# WORK REQUEST
Only lines with the word "lists" are wanted; copy each of them from the listing below.

(Beginning of DATA)

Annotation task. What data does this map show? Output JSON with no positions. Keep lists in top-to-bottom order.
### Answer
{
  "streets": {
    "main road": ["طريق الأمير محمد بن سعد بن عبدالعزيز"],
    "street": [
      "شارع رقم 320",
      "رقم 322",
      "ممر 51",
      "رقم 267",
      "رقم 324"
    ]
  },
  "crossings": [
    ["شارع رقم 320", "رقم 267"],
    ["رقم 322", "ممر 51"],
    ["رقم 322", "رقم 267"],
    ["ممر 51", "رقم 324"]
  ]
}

(End of DATA)
(Beginning of DATA)

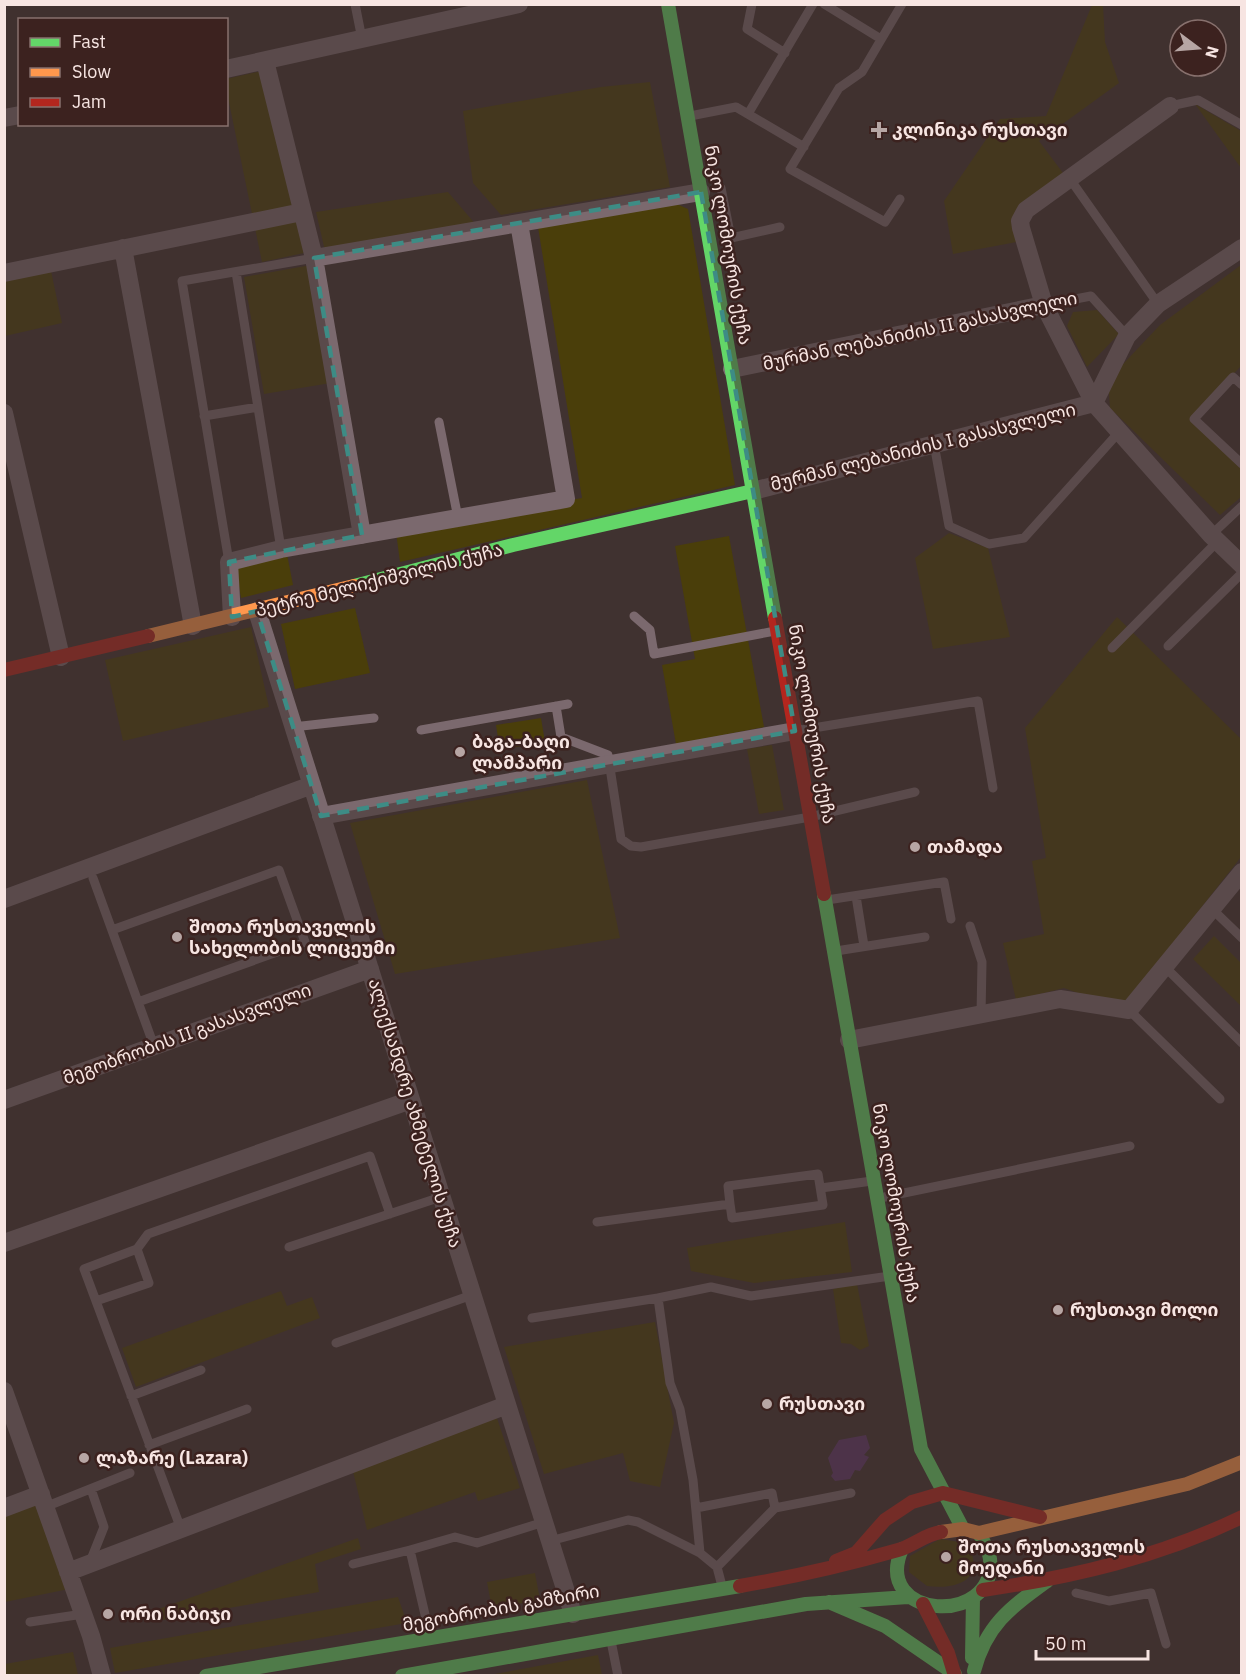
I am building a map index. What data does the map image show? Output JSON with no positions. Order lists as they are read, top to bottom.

(End of DATA)

# RESPONSE BOX
Annotation task. What data does this map show? Output JSON with no positions. Keep lists in top-to-bottom order.
I am building a map index. What data does the map image show? Output JSON with no positions. Order lists as they are read, top to bottom.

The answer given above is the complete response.